To provide conservative point estimates we calculated the ‘minimal dose’, defined as VILPA/VPA, volume/frequency associated with 50% of the optimal risk reduction.4 5 22 23 We also present point estimates (hazard ratios and 95% confidence intervals) associated with the median volume/frequency VILPA/VPA values. We calculated E-values to estimate the plausibility of bias from unmeasured confounding. To provide a broader physical activity context to sex differences, we also examined the dose–response curves of light and moderate intensity physical activity against MACE outcomes in non-exercisers.

We conducted sensitivity analyses of VILPA with additional adjustment for potential mediators—namely, glycated haemoglobin (HbA1c), low-density lipoprotein, high-density lipoprotein, triglycerides, systolic blood pressure, diastolic blood pressure, and body mass index. To further reduce reverse causation bias, we also excluded participants who had poor self-rated health or a body mass index below 18.5 kg/m² or current smokers4 or a frailty index ≥3 (on a 0 to 5 scale).24 To assess the influence of variations of the reference data point on estimates, we repeated sex-specific analyses of VILPA duration using the 15th percentile of the VILPA duration distribution as referent (0.63 min of VILPA per day). We further tested robustness of the results by running a sensitivity analysis, where we replaced Fine-Gray distribution hazards with cause-specific hazard models.25 To assist the interpretation of our findings we calculated physical activity energy expenditure during VILPA bouts and relative physical activity intensity (%VO₂max) during VILPA bouts in the subsample of 2043 women and 1588 men non-exercisers with valid accelerometry and fitness test data (online supplemental eText 3). To examine the influence of relative intensity as an explanation of any observed differences in the dose–response of VILPA with MACE outcomes, we ran a set of sensitivity analyses where we defined vigorous intensity as >7 and >8 metabolic equivalents (MET).

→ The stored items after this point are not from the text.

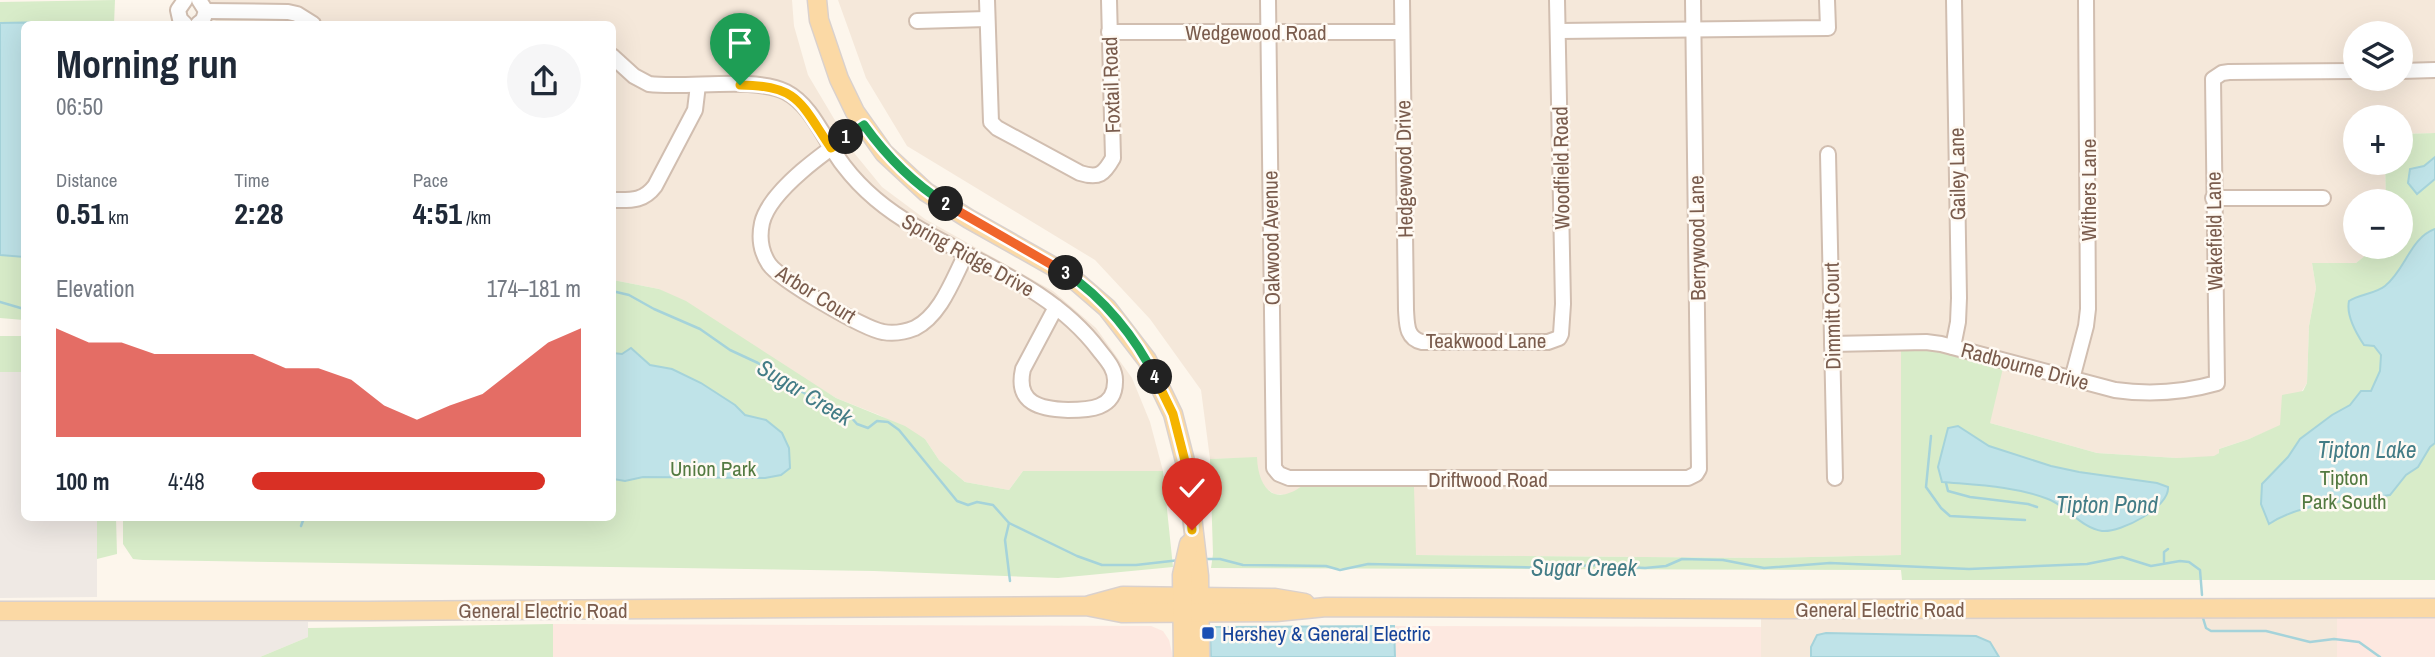 <!DOCTYPE html>
<html lang="en">
<head>
<meta charset="utf-8">
<style>
  :root { --surface:#fff; --page:#f6f6f7; --text:#1f2937; --muted:#747a83; --accent:#d93025 }
  body { margin:0; font-family:"Archivo Narrow",sans-serif; background:var(--page); color:var(--text); height:100vh; display:flex; flex-direction:column; font-size:26px; white-space:nowrap }
  * { box-sizing:border-box; margin:0 }
  p { font-size:23px; color:var(--muted) }
  .icon { flex:none; width:38px; height:38px; fill:none; stroke:currentColor; stroke-width:2; stroke-linecap:round; stroke-linejoin:round }
  .map { position:relative; flex:1; overflow:hidden }
  .drawer { position:absolute; left:21px; top:21px; width:595px; height:500px; display:flex; flex-direction:column; background:var(--surface); border-radius:10px; box-shadow:0 7px 28px #0002 }
  .drawer>* { flex:none }
  .controls { position:absolute; left:2343px; top:21px; display:grid; gap:14px }
  .controls a { display:grid; place-items:center; width:70px; height:70px; border-radius:50%; background:var(--surface); box-shadow:0 7px 28px #0002; font-size:35px }
  .pin { position:absolute; display:grid; place-items:center; width:60px; height:60px; color:#fff; margin:-72px -30px; border-radius:50% 50% 50% 0; rotate:-45deg; box-shadow:0 0 7px #0007 }
  .pin .icon { rotate:45deg }
  .km { position:absolute; width:35px; height:35px; margin:-18px; border-radius:50%; background:#222; color:#fff; font-size:19px; line-height:35px; text-align:center }
  .round { display:grid; place-items:center; flex:none; width:74px; height:74px; border-radius:37px; background:var(--page) }
  .head { display:flex; align-items:center; justify-content:space-between; height:119px; padding:0 35px }
  h1 { font-size:38px; font-weight:700; line-height:52px }
  .figures { display:grid; grid-template-columns:repeat(3,1fr); gap:10px; height:119px; padding:7px 35px }
  .figures div { display:grid; align-content:center }
  .figures b { font-size:30px; font-weight:700 }
  .figures small { font-size:19px; font-weight:400 }
  .figures p { font-size:19px }
  .chart { height:196px; padding:14px 35px }
  .chart p { display:flex; justify-content:space-between }
  .chart svg { width:100%; height:126px; margin-top:7px; fill:var(--accent); opacity:.7 }
  ul { padding:0 35px; list-style:none; font-size:23px }
  li { display:grid; grid-template-columns:112px 84px 1fr; align-items:center; height:52px }
  li i { height:18px; border-radius:9px; background:var(--accent) }
  .map>svg:first-child { display:block }
  .residential { fill:#f5e8da; fill-rule:evenodd }
  .commercial { fill:#fde8e0 }
  .industrial { fill:#efe9e4 }
  .green { fill:#d8ecc9 }
  .water { fill:#bfe3e8; stroke:#a5d3da; stroke-width:2 }
  .lines { fill:none; stroke-linecap:round; stroke-linejoin:round }
  .stream { stroke:#a5d3da; stroke-width:2.5 }
  .minor-casing { stroke:#d1beb0; stroke-width:18 }
  .major-casing { stroke:#dad1cd; stroke-width:21 }
  .minor { stroke:#fff; stroke-width:14 }
  .major { stroke:#fbd9a5; stroke-width:18 }
  .split-1-casing { stroke:#fff; stroke-width:14 }
  .split-2-casing { stroke:#fff; stroke-width:14 }
  .split-3-casing { stroke:#fff; stroke-width:14 }
  .split-4-casing { stroke:#fff; stroke-width:14 }
  .split-5-casing { stroke:#fff; stroke-width:14 }
  .split-1 { stroke:#f5b400; stroke-width:9 }
  .split-2 { stroke:#22a559; stroke-width:9 }
  .split-3 { stroke:#f0652b; stroke-width:9 }
  .split-4 { stroke:#22a559; stroke-width:9 }
  .split-5 { stroke:#f5b400; stroke-width:9 }
  .transit-dot { fill:#1a4fb4; stroke:#fffaf3; stroke-width:2.5 }
  .labels { text-anchor:middle; dominant-baseline:central; stroke-width:5; stroke-linejoin:round; paint-order:stroke }
  .street-label { font-size:21px; fill:#7a5c4d; stroke:#fffaf3 }
  .park-label { font-size:21px; fill:#537a41; stroke:#fffaf3 }
  .transit-label { font-size:21px; fill:#164399; stroke:#fffaf3; text-anchor:start }
  .water-label { font-size:23px; font-style:italic; fill:#437c86; stroke:#fffaf3 }
</style>
</head>
<body>
<div class="map">
<svg width="2435" height="657" viewBox="0 0 2435 657">
  <rect width="100%" height="100%" fill="#fdf6ec"/>
  <!-- residential -->
  <g class="residential">
    <path d="M208 0H792L794 26 808 75 855 154 882 187 925 219 1053 291 1096 328 1132 378 1150 422 1163 471H1023L1009 490 965 482 939 460 925 439 879 415 836 398 659 289 613 280 612 24H209L220 18 230 17Z"/>
    <path d="M838 0H2435V133L2401 134V117H2356V163H2385L2386 201H2356V247H2376L2356 263H2312L2316 288 2309 326 2307 383 2280 426 2249 439 2219 449V453L2214 457 2177 458 2097 453 1990 423 1901 350 1902 555 1764 558 1415 555 1290 495 1274 494 1262 485 1257 474 1256 458 1210 459 1201 390 1150 319 1095 260 907 146 866 78ZM2356 33H2401V79H2356Z"/>
    <path d="M1761 617 2337 618V657H1761Z"/>
  </g>
  <!-- commercial -->
  <g class="commercial">
    <rect x="2337" y="618" width="98" height="39"/>
    <path d="M553 624 1151 626 1163 631 1169 640 1173 657H553Z"/>
    <path d="M1394 626 1761 627V657H1395Z"/>
  </g>
  <!-- industrial -->
  <g class="industrial">
    <path d="M0 372H24V518H97V597L0 598Z"/>
    <path d="M0 622H308V637L260 657H0Z"/>
  </g>
  <!-- green -->
  <g class="green">
    <path d="M115 0 114 24H53L51 22 0 23V2Z"/>
    <path d="M2435 133V580H1902L1901 570 1211 568 1213 554 1210 459 1257 457C1258 487 1273 507 1302 486L1414 487 1416 555 1764 558 1901 555V349L1937 350 2003 368 1990 423 2097 453 2177 458 2214 456 2219 453V449L2249 439 2280 425 2282 395 2303 391 2307 383 2309 326 2316 288 2312 263H2356L2376 247H2401V201H2386L2385 163H2401V134Z"/>
    <path d="M0 255 24 257V320L0 318Z"/>
    <path d="M613 280 659 289 686 301 836 398 905 426 925 439 939 460 965 482 1009 490 1023 471H1163L1173 567 1058 578 874 571 143 560 133 559 123 544V518H612Z"/>
    <rect x="0" y="336" width="24" height="36"/>
    <path d="M97 518H116L117 554 97 559Z"/>
    <path d="M553 624V657H260L308 637V628Z"/>
  </g>
  <!-- water -->
  <g class="water">
    <path d="M51 22 53 24H24V257L0 255V23Z"/>
    <path d="M2435 157V179L2417 194 2408 183 2410 169 2424 166Z"/>
    <path d="M2435 229V443L2430 447 2418 467 2406 475 2390 495C2352 500 2300 503 2269 524L2261 504 2262 484 2288 457 2300 439 2332 415 2350 405 2361 391H2371L2380 371 2381 355 2374 346 2364 345C2356 333 2346 315 2349 301 2360 294 2375 294 2385 286 2406 269 2410 238 2435 229Z"/>
    <path d="M631 348 650 365 672 369 701 383 735 405 745 415 766 420 782 433 789 448 790 468 781 475 765 478 643 477 625 481 613 479V353L622 354Z"/>
    <path d="M1958 426 1989 446 2051 466 2079 472 2157 483 2168 487C2170 507 2121 533 2102 531 2081 528 2067 506 2048 499 2015 486 1976 485 1942 482L1938 467 1948 428Z"/>
    <path d="M1394 626 1395 657H1211L1210 629 1213 627Z"/>
    <path d="M1826 633 1976 636 1990 642 1999 657H1811V647L1817 635Z"/>
  </g>
  <g class="lines">
    <!-- stream -->
    <g class="stream">
      <path d="M612 291 629 295 654 309 700 329 730 350 758 363 800 391 850 416 857 424 868 428 877 421 888 422 899 430 957 501 968 505 977 502 993 505 1009 523 1077 556 1102 565H1136L1180 560"/>
      <path d="M0 302 24 309"/>
      <path d="M1931 436 1926 487 1941 508 1950 516 2025 520"/>
      <path d="M1946 483 1948 491 1970 497 2028 504 2037 507"/>
      <path d="M1009 523 1005 540 1010 581"/>
      <path d="M301 526 304 518"/>
      <path d="M1204 559H1220L1243 565 1326 566 1340 570 1368 564 1558 568 1593 565 1645 568 1666 566 1682 559 1723 560 1764 568 1830 563 1969 569 2087 564 2122 557 2151 566 2180 561 2189 562 2200 570 2202 595"/>
      <path d="M2164 562V552L2168 549"/>
      <path d="M2203 618 2206 628 2211 631H2266L2310 642 2334 639 2359 642 2380 657"/>
    </g>
    <!-- minor casing -->
    <g class="minor-casing">
      <g id="minor">
        <path d="M185 0 178 10 180 19 185 24"/>
        <path d="M987 0 991 122 997 128 1080 173C1099 179 1104 174 1113 158L1109 0"/>
        <path d="M1268 0 1274 468 1279 474 1289 478H1688L1696 474 1699 469 1693 0"/>
        <path d="M1402 0 1406 310C1407 324 1406 338 1422 342H1548L1559 338 1561 334 1563 304 1557 0"/>
        <path d="M206 11 288 12 297 14 313 24"/>
        <path d="M917 21 987 19"/>
        <path d="M198 24 203 20 206 11 199 0"/>
        <path d="M1559 31 1828 28 1827 0"/>
        <path d="M1109 32H1402"/>
        <path d="M612 56 634 76 649 84C686 89 755 76 786 92 813 106 825 142 844 166 863 191 888 211 916 227 979 264 1053 289 1099 350 1106 359 1116 369 1115 382 1115 409 1089 410 1068 410 1041 409 1015 404 1023 369L1056 307"/>
        <path d="M2401 71 2435 70"/>
        <path d="M864 125C835 145 770 188 762 223 759 237 761 252 769 264 780 280 864 329 883 332 894 334 905 332 915 328 941 315 953 279 966 254"/>
        <path d="M1828 154 1835 478"/>
        <path d="M2213 198H2323"/>
        <path d="M612 200C630 200 643 202 655 186L695 110 698 85"/>
        <path d="M1832 344 1926 342 1941 344 2115 390C2151 395 2182 393 2217 383L2213 79 2222 73 2229 72 2356 71"/>
        <path d="M1953 347 1958 322 1959 298 1954 0"/>
        <path d="M2072 379 2086 326 2088 309 2086 0"/>
      </g>
    </g>
    <!-- major casing -->
    <g class="major-casing">
      <g id="major">
        <path d="M817 0 819 20 839 79 855 112 884 153 926 192 969 219 1070 276 1107 308 1147 360 1173 414 1186 465 1199 576 1200 657"/>
        <path d="M1090 605 1123 596 1275 598 1305 603"/>
        <path d="M0 611H368L1086 606 1122 613 1276 612 1326 607 1788 609 2435 608"/>
        <path d="M1183 657 1182 575 1189 544"/>
      </g>
    </g>
    <!-- minor -->
    <use href="#minor" class="minor"/>
    <!-- major -->
    <use href="#major" class="major"/>
  </g>
  <g class="lines">
    <!-- split-1 casing -->
    <g class="split-1-casing">
      <path id="split-1" d="M740 85C799 85 801 104 831 148L846 137"/>
    </g>
    <!-- split-2 casing -->
    <g class="split-2-casing">
      <path id="split-2" d="M846 137 864 125C887 157 913 183 946 204"/>
    </g>
    <!-- split-3 casing -->
    <g class="split-3-casing">
      <path id="split-3" d="M946 204 1066 273"/>
    </g>
    <!-- split-4 casing -->
    <g class="split-4-casing">
      <path id="split-4" d="M1066 273C1103 297 1136 338 1155 377"/>
    </g>
    <!-- split-5 casing -->
    <g class="split-5-casing">
      <path id="split-5" d="M1155 377 1173 414 1186 465 1192 530"/>
    </g>
    <!-- split-1 -->
    <use href="#split-1" class="split-1"/>
    <!-- split-2 -->
    <use href="#split-2" class="split-2"/>
    <!-- split-3 -->
    <use href="#split-3" class="split-3"/>
    <!-- split-4 -->
    <use href="#split-4" class="split-4"/>
    <!-- split-5 -->
    <use href="#split-5" class="split-5"/>
  </g>
  <!-- markers -->
  <rect class="transit-dot" x="1201" y="626" width="14" height="14" rx="3.5"/>
  <g class="labels">
    <!-- street labels -->
    <g class="street-label">
      <text x="1256" y="32">Wedgewood Road</text>
      <text transform="translate(1111 85) rotate(-92)">Foxtail Road</text>
      <text transform="translate(1561 168) rotate(-91)">Woodfield Road</text>
      <text transform="translate(1404 169) rotate(-91)">Hedgewood Drive</text>
      <text transform="translate(1957 174) rotate(-91)">Gailey Lane</text>
      <text transform="translate(2088 190) rotate(-90)">Withers Lane</text>
      <text transform="translate(2214 231) rotate(-91)">Wakefield Lane</text>
      <text transform="translate(1271 238) rotate(-91)">Oakwood Avenue</text>
      <text transform="translate(1697 238) rotate(-91)">Berrywood Lane</text>
      <text transform="translate(968 255) rotate(29)">Spring Ridge Drive</text>
      <text transform="translate(816 294) rotate(32)">Arbor Court</text>
      <text transform="translate(1832 316) rotate(-91)">Dimmitt Court</text>
      <text x="1486" y="340">Teakwood Lane</text>
      <text transform="translate(2025 366) rotate(15)">Radbourne Drive</text>
      <text x="1488" y="479">Driftwood Road</text>
      <text x="1880" y="609">General Electric Road</text>
      <text x="543" y="610">General Electric Road</text>
    </g>
    <!-- park labels -->
    <g class="park-label">
      <text x="713" y="468">Union Park</text>
      <text x="2344" y="477">Tipton<tspan x="2344" dy="24">Park South</tspan></text>
    </g>
    <!-- transit labels -->
    <g class="transit-label">
      <text x="1222" y="633">Hershey &amp; General Electric</text>
    </g>
    <!-- water labels -->
    <g class="water-label">
      <text transform="translate(805 392) rotate(31)">Sugar Creek</text>
      <text x="2367" y="449">Tipton Lake</text>
      <text x="2107" y="504">Tipton Pond</text>
      <text x="1584" y="567">Sugar Creek</text>
    </g>
  </g>
</svg>
<div class="controls">
<a><svg class="icon" aria-label="layers" viewBox="0 0 24 24"><path d="M12 4l9 5-9 5-9-5zM3 14l9 5 9-5"/></svg></a>
<a>+</a>
<a>−</a>
</div>
<div class="pin" style="left:740px;top:85px;background:#1e9e55"><svg class="icon" aria-label="arrive" viewBox="0 0 24 24"><path d="M6 21V4h12l-3 4 3 4H6"/></svg></div>
<div class="pin" style="left:1192px;top:530px;background:#d93025"><svg class="icon" aria-label="check" viewBox="0 0 24 24"><path d="M5 12l5 5 9-10"/></svg></div>
<b class="km" style="left:846px;top:137px">1</b>
<b class="km" style="left:946px;top:204px">2</b>
<b class="km" style="left:1066px;top:273px">3</b>
<b class="km" style="left:1155px;top:377px">4</b>
<section class="drawer">
<div class="head"><div><h1>Morning run</h1><p>06:50</p></div><a class="round"><svg class="icon" aria-label="share" viewBox="0 0 24 24"><path d="M12 15V3M7 8l5-5 5 5M5 13v7h14v-7"/></svg></a></div>
<div class="figures">
<div><p>Distance</p><b>0.51<small> km</small></b></div>
<div><p>Time</p><b>2:28</b></div>
<div><p>Pace</p><b>4:51<small> /km</small></b></div>
</div>
<div class="chart"><p><span>Elevation</span>174–181 m</p>
<svg viewBox="0 0 160 44" preserveAspectRatio="none"><path d="M0 44V6L10 11L20 11L30 15L40 15L50 15L60 15L70 20L80 20L90 24L100 33L110 38L120 33L130 29L140 20L150 11L160 6V44z"/></svg>
</div>
<ul>
<li><b>100 m</b>4:48<i style="width:89%"></i></li>
</ul>
</section>
</div>
</body>
</html>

We performed all analyses using R statistical software (version 4.2.3) with the RMS (version 6.3.0) and survival packages (version 3.5.5). We reported this study according to Strengthening the Reporting of Observational Studies in Epidemiology (STROBE) guidelines (online supplemental eTable 10) and the CHecklist for statistical Assessment of Medical Papers (CHAMP) statement.26

Patient and public involvement

This study did not involve patients or members of the public in the planning, design, data collection, analysis or interpretation of results.

Equity, diversity and inclusion statement

Our study sample represents all participants who took part in the UK Biobank study and provided valid accelerometer data, reflecting the demographic, geographical and socioeconomic diversity of the participants.